Actually I'm not so sure about that. I haven't touched the flasks for 4 days and their appearance is unchanged as far as the liquid is concerned, only the little bit of tungsten left still undissolved is getting progressively smaller. The liquid is still perfectly clear and very slightly yellow. In a few places it has splashed on the walls and the drops evaporated leaving behind a white deposit with no yellow tinge at all.

[Edited on 15-11-2019 by stamasd]

Mesa - 14-11-2019 at 20:59

Try adding a few drops of HCl.

stamasd - 15-11-2019 at 05:31

I'll do that in a small sample when all the tungsten is dissolved. The rate of dissolution has slowed down considerably but there is less than half a gram left so it shouldn't take more than a few days.

stamasd - 20-11-2019 at 16:35

Only 2 small pieces of tungsten remain, about 0.5mm thick and 3-4mm long each.
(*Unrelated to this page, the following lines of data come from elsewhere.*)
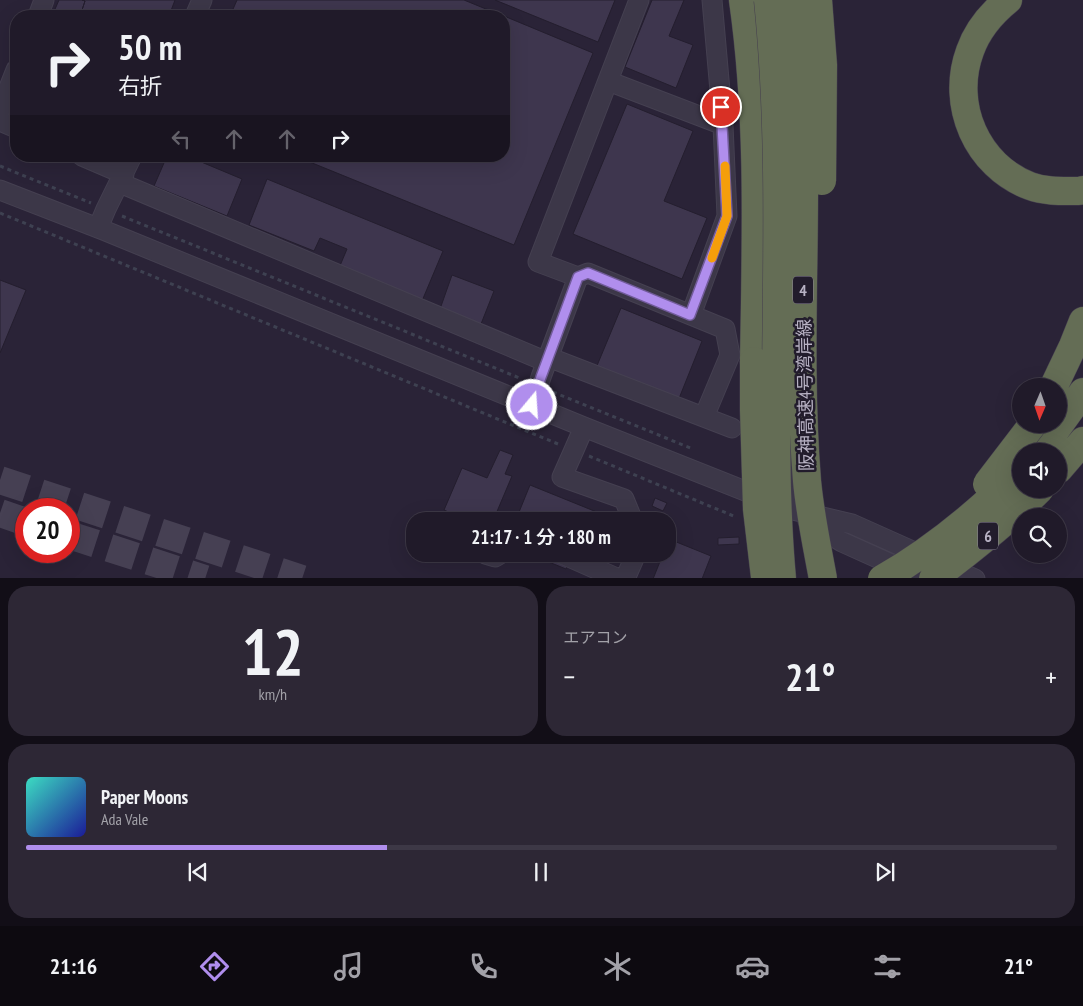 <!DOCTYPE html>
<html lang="ja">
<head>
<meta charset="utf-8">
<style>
	body { margin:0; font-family:"PT Sans Narrow","Noto Sans JP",sans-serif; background:#2d2735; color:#f1f3f6; height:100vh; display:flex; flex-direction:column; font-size:19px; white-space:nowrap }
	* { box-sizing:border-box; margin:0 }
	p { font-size:16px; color:#a2a1a8 }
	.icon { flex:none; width:28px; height:28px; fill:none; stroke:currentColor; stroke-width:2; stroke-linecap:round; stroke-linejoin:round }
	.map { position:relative; height:578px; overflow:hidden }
	.drawer { display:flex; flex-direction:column; gap:8px; padding:8px; background:#120e17; flex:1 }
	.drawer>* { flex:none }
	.banner { position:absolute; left:10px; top:10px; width:500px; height:152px; border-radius:20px; box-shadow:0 5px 20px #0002,0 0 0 1px #3d3846; background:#201a29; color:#f1f3f6; overflow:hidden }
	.needle { width:32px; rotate:182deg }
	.controls { position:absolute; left:1012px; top:378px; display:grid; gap:10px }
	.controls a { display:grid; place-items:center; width:55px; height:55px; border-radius:50%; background:#201a29; box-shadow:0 5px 20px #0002,0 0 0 1px #3d3846; font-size:25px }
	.speed { position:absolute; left:15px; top:498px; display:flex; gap:10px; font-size:25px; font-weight:700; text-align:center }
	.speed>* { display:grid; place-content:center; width:65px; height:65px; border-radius:50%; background:#201a29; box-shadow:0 5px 20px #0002,0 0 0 1px #3d3846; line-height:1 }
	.speed .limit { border:8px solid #d22; background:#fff; color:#111 }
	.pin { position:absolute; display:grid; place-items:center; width:42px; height:42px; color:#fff; margin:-21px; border:2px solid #fff; border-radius:50%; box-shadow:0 1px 5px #0007 }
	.me { position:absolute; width:55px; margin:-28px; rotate:18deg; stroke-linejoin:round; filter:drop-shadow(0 0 4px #0008) }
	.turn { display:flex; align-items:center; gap:18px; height:105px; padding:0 25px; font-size:22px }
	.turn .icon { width:65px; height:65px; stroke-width:2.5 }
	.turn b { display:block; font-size:35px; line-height:42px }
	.lanes { display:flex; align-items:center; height:48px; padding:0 25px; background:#0003; justify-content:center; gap:25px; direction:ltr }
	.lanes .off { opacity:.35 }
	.big { font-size:38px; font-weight:600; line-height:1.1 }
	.drawer .card { flex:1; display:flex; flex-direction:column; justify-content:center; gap:8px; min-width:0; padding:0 18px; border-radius:20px; background:#2d2735 }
	.drawer .dial { align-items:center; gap:0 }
	.dial b { font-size:65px; line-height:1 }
	.song { display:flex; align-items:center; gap:15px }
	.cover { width:60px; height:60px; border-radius:8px; background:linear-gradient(135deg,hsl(170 70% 55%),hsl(240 70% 35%)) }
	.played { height:5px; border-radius:2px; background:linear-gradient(90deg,#b08eed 35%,#3d3846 35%) }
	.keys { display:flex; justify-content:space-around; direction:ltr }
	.heat { display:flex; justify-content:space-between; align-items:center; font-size:28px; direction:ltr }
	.drawer .tiles { flex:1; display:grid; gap:8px; grid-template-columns:1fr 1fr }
	.card:last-child { grid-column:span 2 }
	.trip { position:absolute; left:406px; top:512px; width:270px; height:50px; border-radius:20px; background:#201a29; box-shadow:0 5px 20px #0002,0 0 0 1px #3d3846; font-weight:600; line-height:50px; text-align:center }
	.tab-bar { display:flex; height:80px; justify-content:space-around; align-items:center; background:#0d0a10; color:#a2a1a8 }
	.tab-bar .icon { width:35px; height:35px }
	.tab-bar .current { color:#b08eed }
	.tab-bar b { font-size:22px; color:#f1f3f6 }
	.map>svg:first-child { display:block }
	.building { fill:#3e364e; stroke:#241e2e }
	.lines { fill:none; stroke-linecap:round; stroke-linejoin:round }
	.highway-tunnel { stroke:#464053; stroke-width:28; stroke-dasharray:28 14; stroke-linecap:butt }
	.minor-casing { stroke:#454051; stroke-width:21 }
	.highway-casing { stroke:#453f4f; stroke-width:29 }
	.path { stroke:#3e4151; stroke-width:3; stroke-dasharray:4 4; stroke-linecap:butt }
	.minor { stroke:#3c3748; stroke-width:19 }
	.highway { stroke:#646d55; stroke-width:28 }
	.highway-bridge-casing { stroke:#453f4f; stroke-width:29; stroke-linecap:butt }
	.highway-bridge { stroke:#646d55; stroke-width:28 }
	.route-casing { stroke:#725c9a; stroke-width:12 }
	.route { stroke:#b08eed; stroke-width:9 }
	.slow { stroke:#f59e0b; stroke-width:9 }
	.labels { text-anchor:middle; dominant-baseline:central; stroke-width:5; stroke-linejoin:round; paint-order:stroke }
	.shield { fill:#221c2c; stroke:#8b8596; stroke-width:1 }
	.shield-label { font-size:16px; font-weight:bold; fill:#b8b2c4 }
	.street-label { font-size:18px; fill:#b8b2c4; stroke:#221c2c }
</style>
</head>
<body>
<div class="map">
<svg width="1083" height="579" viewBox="0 0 1083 579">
	<rect width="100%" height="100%" fill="#2a2337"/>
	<path class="building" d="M59 0H82L85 1 80 16H52Z
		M82 0H175L169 16H80L85 1Z
		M237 0H464L503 16H230Z
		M495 0H615L598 42Z
		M652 0H684L669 36 693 45 676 88 625 67Z
		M504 16 593 53 514 245 295 156H504Z
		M627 104 693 131 664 201 707 218 682 279 573 234Z
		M167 156H187L242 179 227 216 154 186Z
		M267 179 443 251 422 301 339 268 347 249 320 238 314 251 249 225Z
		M452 275 494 291 481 324 440 309Z
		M0 280 26 290 0 353Z
		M621 308 702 341 678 401 596 368Z
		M500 450 513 455 505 474 512 476 493 521H453L455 515 444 510 462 468 487 478Z
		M530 485 619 521H528L517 517Z
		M655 498 667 503 663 511 652 506Z
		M739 537V544L718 545V538Z
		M669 539 711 556 702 579H653L663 554H668V544Z
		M535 554H572L566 569 534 556Z"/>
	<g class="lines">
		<path class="highway-tunnel" d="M0 480 302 579
			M0 513 26 522
			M69 535 205 579"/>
		<defs>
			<path id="minor" d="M38 16 44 0
				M195 16 202 0
				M608 81 723 125
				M0 110 16 70
				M0 121 16 128
				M82 156 124 174
				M120 183 547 362
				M0 190 103 230 584 427 793 510 852 524 975 579
				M98 228 106 209 132 156
				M578 277 588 273 725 329 730 355 704 417
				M691 315 727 216 723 125 712 0
				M548 357 732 428
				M532 405 541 377 578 277 538 262 639 0
				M791 424 793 510
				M584 427 574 450 562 477 624 499 633 521
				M808 521 842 542 924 579
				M485 554 495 557 500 554
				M562 554 619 579
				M625 579 636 554"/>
			<path id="highway" d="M743 0C760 119 756 241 754 361
				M1008 0C992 13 977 31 970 51 950 105 977 166 1030 186 1046 192 1063 191 1079 191L1083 190
				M1054 386 1073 346 1083 321
				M1038 451 1052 435 1083 392
				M1059 469 1083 441"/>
		</defs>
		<use href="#minor" class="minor-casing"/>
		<use href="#highway" class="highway-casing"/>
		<path class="path" d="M0 166 91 203
			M0 213 558 444
			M122 216 522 379
			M553 392 693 449
			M589 456 736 517"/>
		<use href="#minor" class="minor"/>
		<use href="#highway" class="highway"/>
		<defs>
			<path id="highway-bridge" d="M768 0C781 127 777 254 776 382 776 447 776 513 782 579
				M795 0C815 159 794 321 807 481 810 514 817 546 823 579
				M818 0 823 65 822 181
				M754 361V410L757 509 765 577
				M987 484 1033 424
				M882 579C933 550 979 512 1021 470
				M933 579C970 551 1007 522 1040 489"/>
		</defs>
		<use href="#highway-bridge" class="highway-bridge-casing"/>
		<use href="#highway-bridge" class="highway-bridge"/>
	</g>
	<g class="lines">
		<defs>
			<path id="route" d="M532 405 541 377 578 277 588 273 690 315 727 216 721 107"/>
		</defs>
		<use href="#route" class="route-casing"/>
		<use href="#route" class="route"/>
		<path class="slow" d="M712 258 727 216 725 166"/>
	</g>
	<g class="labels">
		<g class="shield">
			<rect x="793" y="276.5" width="20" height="27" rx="4"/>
			<rect x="978" y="522.5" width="20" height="27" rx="4"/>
		</g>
		<g class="shield-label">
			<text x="803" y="290">4</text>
			<text x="988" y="536">6</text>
		</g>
		<g class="street-label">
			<text transform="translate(805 395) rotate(-91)">阪神高速4号湾岸線</text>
		</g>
	</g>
</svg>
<div class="controls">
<a><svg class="needle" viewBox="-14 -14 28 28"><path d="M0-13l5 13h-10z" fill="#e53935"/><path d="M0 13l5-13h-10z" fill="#a2a1a8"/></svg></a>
<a><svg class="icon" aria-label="sound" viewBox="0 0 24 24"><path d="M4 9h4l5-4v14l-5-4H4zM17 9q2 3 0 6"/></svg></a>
<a><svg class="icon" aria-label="search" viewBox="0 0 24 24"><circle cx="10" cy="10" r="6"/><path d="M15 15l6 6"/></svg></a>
</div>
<div class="speed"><div class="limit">20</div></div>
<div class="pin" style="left:721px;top:107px;background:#d93025"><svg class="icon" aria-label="arrive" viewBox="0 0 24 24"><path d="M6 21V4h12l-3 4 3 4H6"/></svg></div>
<svg class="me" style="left:532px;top:405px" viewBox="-20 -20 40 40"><circle r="17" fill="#b08eed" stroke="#fff" stroke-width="3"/><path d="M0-11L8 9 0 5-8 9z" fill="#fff"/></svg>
<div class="trip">21:17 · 1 分 · 180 m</div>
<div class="banner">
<div class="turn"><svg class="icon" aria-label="right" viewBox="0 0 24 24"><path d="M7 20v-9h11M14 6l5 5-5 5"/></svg><div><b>50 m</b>右折</div></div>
<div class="lanes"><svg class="icon off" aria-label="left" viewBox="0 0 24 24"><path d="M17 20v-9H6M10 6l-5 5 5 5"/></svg><svg class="icon off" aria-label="ahead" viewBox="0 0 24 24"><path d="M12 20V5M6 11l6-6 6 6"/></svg><svg class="icon off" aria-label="ahead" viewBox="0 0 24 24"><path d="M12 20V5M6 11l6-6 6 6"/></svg><svg class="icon" aria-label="right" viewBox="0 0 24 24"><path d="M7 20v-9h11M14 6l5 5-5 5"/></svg></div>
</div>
</div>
<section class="drawer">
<div class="tiles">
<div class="card dial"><b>12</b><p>km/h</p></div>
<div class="card"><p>エアコン</p>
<div class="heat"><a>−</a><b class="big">21°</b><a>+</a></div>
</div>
<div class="card">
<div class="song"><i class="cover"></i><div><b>Paper Moons</b><p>Ada Vale</p></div></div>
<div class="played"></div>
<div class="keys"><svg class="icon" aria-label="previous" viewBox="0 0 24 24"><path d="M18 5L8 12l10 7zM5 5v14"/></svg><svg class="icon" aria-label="pause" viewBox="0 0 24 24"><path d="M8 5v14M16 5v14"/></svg><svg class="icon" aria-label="next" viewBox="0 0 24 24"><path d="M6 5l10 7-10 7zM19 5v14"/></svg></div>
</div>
</div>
</section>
<nav class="tab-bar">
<b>21:16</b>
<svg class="icon current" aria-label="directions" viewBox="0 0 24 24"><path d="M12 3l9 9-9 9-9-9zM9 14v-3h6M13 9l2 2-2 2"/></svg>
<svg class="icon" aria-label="music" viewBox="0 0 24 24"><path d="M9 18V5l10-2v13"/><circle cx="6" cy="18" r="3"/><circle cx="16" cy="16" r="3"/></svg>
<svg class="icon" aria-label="phone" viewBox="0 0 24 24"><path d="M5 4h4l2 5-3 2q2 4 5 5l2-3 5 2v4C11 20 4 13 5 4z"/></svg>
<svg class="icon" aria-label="climate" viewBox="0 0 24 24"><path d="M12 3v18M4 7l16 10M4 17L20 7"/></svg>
<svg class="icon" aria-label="car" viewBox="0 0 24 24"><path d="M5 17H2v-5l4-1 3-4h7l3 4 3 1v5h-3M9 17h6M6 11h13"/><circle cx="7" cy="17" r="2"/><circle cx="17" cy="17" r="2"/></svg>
<svg class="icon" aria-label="filters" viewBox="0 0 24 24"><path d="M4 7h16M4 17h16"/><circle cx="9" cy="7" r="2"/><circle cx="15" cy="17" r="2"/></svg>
<b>21°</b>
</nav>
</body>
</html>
Mesa - 21-11-2019 at 23:29

Likely some kind of peroxo tungstic acid such as described in this link

Evaporating the water at no more than 100*c will isolate the pertungstic acid. Heating above 100*c will decompose it to WO3.

Could explain the precipitate on the side of the flasks?

EDIT: This link seems to be more relevant
https://www.researchgate.net/post/How_can_I_get_a_clear_solu...

[Edited on 22-11-2019 by Mesa]

stamasd - 22-11-2019 at 07:56

I can't use the first link "you have reached a page that's unavailable for viewing"
As for the second link, it describes the second part of the experiment (the left flask in some of the pictures above) with H2O2+ammonia, which showed a dissolution rate 10x slower than plain H2O2.

But yes, it's probable that what I'm getting is an adduct between WO3 and H2O2 aka peroxopolytungstic acid.

[Edited on 22-11-2019 by stamasd]

stamasd - 26-11-2019 at 13:52

The tungsten dissolution is complete. I have set the solution to evaporate.

Fery - 16-2-2020 at 02:55

I've just finished some experiments and my opinion is that ammonia speeds up H2O2 decomposition.
You can buy unstabilised H2O2 (I believe food grade and maybe pharma grade) but most of it used in chemistry is stabilised (H3PO4, Na2[Sn(OH)6] etc.)
There is no need to have alkaline environment to dissolve W as pertungstic acid is formed in excess of H2O2 which is better soluble than poorly soluble tungstic acid. Alkaline environment just speeds up H2O2 decomposition.